_TASK DIRECTIONS:_ Print the listing exactly as it stands, and skip any pictures in it.

_EXCERPTED RECORDS:_
== == ==

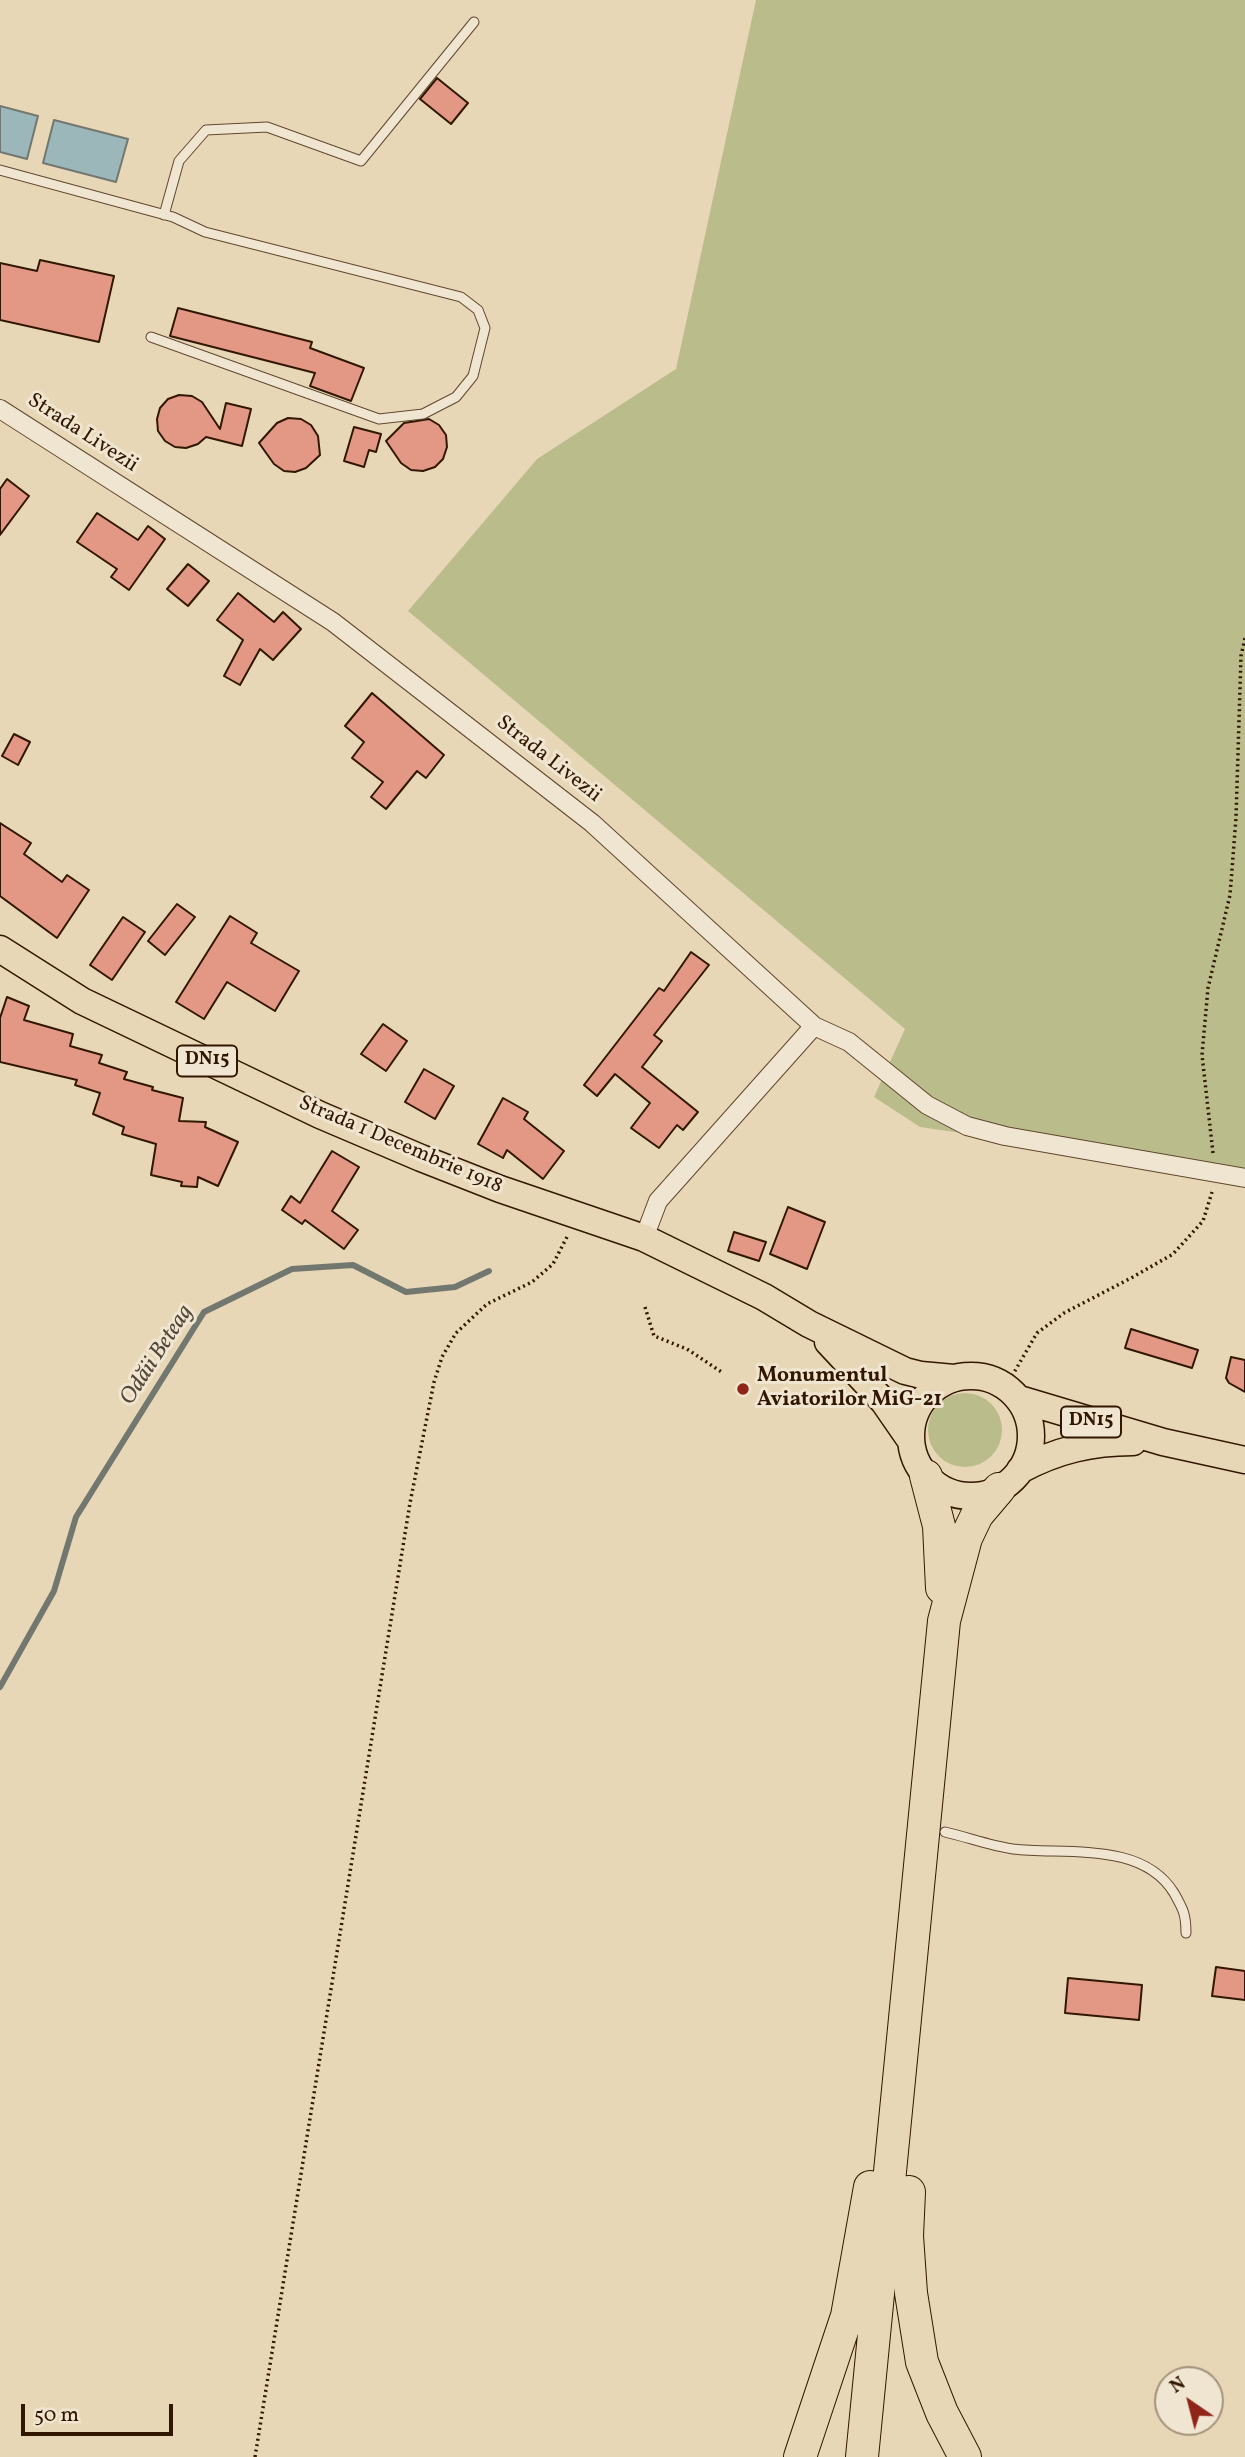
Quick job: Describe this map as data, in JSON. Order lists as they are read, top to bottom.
{
  "streets": {
    "main road": ["DN15", "Strada 1 Decembrie 1918"],
    "street": ["Strada Livezii"]
  },
  "crossings": [
    ["DN15", "Strada 1 Decembrie 1918"]
  ],
  "water": ["Odăii Beteag"],
  "places": ["Monumentul Aviatorilor MiG-21"],
  "scale_bar": "50 m",
  "north": "top left"
}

== == ==

_WRITTEN REPLY:_
Quick job: Describe this map as data, in JSON. Order lists as they are read, top to bottom.
{
  "streets": {
    "main road": ["DN15", "Strada 1 Decembrie 1918"],
    "street": ["Strada Livezii"]
  },
  "crossings": [
    ["DN15", "Strada 1 Decembrie 1918"]
  ],
  "water": ["Odăii Beteag"],
  "places": ["Monumentul Aviatorilor MiG-21"],
  "scale_bar": "50 m",
  "north": "top left"
}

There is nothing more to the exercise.